Friday, June 29, 2007

Paper Trade (Jun 29, 2007)

Here I would like to update the status of my paper trade.

From this experience, it seems that this is really a valuable opportunity to buy a value and growth stock when it achieves some contrarian criterion. Target C should probably be allowed to evolve to become the long-term stock. But anyway, considering this portfolio, I pursue a special strategy, so that I will not consider any long-term investment. I will find some way to sell the seemingly expensive stocks.

As for the small cap stocks or the penny stocks, it seems it still follows the macro-trend that they can hardly surge when the capital is flowing to the blue-chips, red-chips, H-share, or other large cap stocks.

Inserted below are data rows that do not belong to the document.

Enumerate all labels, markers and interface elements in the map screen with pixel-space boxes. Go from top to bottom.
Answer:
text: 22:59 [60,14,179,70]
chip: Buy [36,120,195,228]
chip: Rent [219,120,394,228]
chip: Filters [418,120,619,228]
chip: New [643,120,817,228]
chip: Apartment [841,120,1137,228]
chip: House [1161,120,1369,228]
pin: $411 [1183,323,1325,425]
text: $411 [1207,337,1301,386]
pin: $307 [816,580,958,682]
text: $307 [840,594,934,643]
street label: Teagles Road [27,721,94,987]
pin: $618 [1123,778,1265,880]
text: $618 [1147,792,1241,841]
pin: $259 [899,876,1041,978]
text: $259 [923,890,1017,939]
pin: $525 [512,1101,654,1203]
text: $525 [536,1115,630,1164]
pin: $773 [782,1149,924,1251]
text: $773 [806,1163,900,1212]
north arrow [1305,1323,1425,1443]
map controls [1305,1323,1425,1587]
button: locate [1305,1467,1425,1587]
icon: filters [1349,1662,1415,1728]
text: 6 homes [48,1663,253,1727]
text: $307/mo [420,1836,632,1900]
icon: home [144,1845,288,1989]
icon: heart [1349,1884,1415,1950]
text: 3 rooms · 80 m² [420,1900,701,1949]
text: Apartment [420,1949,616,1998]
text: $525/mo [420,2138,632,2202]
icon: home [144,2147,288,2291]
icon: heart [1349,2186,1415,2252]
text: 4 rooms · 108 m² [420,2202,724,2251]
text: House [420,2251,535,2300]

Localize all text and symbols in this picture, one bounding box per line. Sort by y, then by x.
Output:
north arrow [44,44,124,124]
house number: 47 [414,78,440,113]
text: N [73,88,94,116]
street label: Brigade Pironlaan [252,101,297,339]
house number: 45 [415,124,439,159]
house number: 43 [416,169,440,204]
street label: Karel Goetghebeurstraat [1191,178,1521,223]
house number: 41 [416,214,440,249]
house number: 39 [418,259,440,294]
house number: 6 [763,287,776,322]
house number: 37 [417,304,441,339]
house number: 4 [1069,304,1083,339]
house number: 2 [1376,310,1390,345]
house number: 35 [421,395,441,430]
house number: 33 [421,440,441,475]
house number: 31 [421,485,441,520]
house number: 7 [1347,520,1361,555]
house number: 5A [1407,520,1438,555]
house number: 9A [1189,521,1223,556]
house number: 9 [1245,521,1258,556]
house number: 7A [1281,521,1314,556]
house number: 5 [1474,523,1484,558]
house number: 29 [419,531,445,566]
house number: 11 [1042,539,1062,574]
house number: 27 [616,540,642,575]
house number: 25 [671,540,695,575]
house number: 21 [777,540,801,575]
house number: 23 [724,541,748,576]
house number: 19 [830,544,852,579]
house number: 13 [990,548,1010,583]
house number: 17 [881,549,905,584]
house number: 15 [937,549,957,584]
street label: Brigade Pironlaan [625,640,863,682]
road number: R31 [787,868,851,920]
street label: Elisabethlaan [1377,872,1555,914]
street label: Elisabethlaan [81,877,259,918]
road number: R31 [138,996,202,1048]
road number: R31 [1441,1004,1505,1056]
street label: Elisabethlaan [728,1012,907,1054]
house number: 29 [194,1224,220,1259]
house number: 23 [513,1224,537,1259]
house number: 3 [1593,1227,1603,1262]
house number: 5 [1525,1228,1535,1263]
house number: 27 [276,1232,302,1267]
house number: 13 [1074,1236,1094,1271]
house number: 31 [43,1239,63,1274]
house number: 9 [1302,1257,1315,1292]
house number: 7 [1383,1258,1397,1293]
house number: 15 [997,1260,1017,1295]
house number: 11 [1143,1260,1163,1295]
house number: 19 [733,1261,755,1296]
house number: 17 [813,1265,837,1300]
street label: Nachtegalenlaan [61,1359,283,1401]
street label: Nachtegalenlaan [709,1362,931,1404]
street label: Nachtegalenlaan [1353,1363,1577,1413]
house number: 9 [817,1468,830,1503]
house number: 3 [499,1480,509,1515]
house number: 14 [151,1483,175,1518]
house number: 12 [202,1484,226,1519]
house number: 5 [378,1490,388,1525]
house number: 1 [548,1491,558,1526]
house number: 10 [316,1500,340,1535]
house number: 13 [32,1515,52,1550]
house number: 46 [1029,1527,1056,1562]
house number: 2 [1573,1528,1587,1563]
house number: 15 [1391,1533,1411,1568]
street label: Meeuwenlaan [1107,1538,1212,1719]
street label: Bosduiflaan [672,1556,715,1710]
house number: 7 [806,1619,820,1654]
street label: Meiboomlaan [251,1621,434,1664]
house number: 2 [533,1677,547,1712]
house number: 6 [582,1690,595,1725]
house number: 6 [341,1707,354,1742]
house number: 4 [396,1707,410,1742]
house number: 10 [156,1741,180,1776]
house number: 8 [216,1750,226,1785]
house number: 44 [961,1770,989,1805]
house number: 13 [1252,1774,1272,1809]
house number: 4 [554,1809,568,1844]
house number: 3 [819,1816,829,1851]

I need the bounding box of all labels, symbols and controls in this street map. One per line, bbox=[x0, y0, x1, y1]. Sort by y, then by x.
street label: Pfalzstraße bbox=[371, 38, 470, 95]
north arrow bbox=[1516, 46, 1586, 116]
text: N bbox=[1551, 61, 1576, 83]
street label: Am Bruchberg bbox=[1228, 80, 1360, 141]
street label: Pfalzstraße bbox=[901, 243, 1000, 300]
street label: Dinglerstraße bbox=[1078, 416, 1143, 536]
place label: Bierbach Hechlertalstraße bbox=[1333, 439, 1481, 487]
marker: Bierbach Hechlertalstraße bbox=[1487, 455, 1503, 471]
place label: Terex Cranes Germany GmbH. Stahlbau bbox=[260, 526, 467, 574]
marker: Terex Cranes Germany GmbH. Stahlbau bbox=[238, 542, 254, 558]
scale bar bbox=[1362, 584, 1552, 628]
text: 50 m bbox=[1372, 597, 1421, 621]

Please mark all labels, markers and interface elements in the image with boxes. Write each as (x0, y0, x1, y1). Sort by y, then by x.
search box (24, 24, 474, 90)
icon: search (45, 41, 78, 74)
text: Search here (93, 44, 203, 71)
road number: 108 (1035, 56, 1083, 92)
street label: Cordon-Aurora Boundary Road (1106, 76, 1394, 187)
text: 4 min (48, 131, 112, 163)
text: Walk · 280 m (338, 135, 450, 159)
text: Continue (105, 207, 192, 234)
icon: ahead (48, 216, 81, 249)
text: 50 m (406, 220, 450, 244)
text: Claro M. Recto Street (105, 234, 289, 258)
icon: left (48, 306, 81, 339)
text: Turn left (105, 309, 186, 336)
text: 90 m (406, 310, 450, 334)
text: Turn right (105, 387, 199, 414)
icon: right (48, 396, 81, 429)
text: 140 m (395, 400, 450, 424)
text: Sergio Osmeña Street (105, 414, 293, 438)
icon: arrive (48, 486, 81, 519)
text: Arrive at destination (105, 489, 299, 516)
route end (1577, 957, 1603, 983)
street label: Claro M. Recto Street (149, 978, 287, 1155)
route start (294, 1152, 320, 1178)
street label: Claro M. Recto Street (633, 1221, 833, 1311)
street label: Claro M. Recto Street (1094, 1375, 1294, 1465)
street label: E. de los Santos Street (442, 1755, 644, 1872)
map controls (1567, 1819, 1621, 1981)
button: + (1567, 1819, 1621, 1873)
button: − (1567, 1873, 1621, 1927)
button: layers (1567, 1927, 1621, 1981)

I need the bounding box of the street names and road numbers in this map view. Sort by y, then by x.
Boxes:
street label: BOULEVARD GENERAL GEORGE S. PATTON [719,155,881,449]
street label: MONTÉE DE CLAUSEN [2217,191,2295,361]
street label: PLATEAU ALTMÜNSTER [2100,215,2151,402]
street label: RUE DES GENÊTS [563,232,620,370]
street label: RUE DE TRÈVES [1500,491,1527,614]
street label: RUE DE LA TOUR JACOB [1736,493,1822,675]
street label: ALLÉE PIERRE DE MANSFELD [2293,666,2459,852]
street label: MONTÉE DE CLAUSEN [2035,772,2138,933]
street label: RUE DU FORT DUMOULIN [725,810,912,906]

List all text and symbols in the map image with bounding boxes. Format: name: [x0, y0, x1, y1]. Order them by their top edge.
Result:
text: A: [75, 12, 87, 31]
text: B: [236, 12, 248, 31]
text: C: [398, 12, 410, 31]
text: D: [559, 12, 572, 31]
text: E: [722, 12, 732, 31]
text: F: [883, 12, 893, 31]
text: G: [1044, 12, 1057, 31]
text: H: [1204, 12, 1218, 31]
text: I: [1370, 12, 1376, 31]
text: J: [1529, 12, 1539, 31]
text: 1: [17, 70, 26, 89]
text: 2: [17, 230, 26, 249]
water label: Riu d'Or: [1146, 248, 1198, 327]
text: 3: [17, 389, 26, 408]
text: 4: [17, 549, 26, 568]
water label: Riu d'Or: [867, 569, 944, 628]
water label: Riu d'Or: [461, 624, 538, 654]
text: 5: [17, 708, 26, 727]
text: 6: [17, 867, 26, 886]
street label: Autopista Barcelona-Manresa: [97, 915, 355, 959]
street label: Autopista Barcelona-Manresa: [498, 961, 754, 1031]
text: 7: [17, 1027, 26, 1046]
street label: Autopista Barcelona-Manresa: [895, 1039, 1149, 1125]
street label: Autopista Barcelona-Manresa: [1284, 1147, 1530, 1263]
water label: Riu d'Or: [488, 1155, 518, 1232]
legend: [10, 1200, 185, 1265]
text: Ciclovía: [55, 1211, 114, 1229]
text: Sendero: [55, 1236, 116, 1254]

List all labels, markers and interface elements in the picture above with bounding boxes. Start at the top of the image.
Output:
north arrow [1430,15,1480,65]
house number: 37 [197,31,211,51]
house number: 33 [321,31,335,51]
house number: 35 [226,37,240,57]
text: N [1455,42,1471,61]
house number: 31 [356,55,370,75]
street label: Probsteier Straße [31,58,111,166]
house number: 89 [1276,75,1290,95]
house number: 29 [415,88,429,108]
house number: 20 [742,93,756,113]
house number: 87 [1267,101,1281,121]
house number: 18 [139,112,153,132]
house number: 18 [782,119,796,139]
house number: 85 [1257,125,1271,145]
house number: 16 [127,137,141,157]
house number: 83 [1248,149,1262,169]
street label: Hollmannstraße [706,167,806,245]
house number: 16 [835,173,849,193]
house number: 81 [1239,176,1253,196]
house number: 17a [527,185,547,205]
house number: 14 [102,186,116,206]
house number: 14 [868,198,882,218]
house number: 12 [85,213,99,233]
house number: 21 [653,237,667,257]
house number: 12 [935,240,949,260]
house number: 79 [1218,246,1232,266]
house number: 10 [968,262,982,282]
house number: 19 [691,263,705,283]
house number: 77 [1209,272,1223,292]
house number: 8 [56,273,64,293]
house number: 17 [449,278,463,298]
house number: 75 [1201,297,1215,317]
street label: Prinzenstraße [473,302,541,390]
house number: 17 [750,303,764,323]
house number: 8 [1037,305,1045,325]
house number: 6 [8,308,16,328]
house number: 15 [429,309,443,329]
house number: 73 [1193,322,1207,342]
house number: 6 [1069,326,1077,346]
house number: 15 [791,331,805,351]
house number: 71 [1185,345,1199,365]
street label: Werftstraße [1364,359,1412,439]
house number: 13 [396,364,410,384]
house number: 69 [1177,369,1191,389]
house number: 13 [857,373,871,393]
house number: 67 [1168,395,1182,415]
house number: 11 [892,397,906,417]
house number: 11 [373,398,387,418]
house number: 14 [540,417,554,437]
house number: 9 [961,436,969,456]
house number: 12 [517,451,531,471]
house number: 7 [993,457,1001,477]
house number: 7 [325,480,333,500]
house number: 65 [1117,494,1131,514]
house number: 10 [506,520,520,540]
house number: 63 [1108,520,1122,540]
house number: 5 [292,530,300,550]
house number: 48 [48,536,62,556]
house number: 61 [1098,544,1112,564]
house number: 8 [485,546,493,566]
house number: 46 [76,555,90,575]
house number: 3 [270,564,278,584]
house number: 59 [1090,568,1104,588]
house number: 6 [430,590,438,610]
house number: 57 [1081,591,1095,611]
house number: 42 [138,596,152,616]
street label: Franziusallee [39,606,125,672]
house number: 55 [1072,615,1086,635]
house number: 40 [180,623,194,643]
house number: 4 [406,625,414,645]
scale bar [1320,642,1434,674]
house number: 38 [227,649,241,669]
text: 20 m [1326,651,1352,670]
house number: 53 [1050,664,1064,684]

Now Target B has reached the reference stop loss level. I need to wait for one more day in order to see if it is reasonable to stop loss, since it seems to develop some support at HK$0.53. For target A, it suddenly surged at the closing. I don't know if it can rise higher than HK$4.8. Anyway, since its status is still lose and it seems the dawn came today, I will just let it stay here unless it is near my reference stop-loss level.

Tuesday, June 26, 2007

Economy and stock market updated I

Here I would like to update some details with regard to the current economy and financial market. First, I would like to record down the US and Japanese side. The interpretation at this part is more relevant to the financial markets in the developed countries. For the financial markets in China and Hong Kong, I will drop down the points in next part.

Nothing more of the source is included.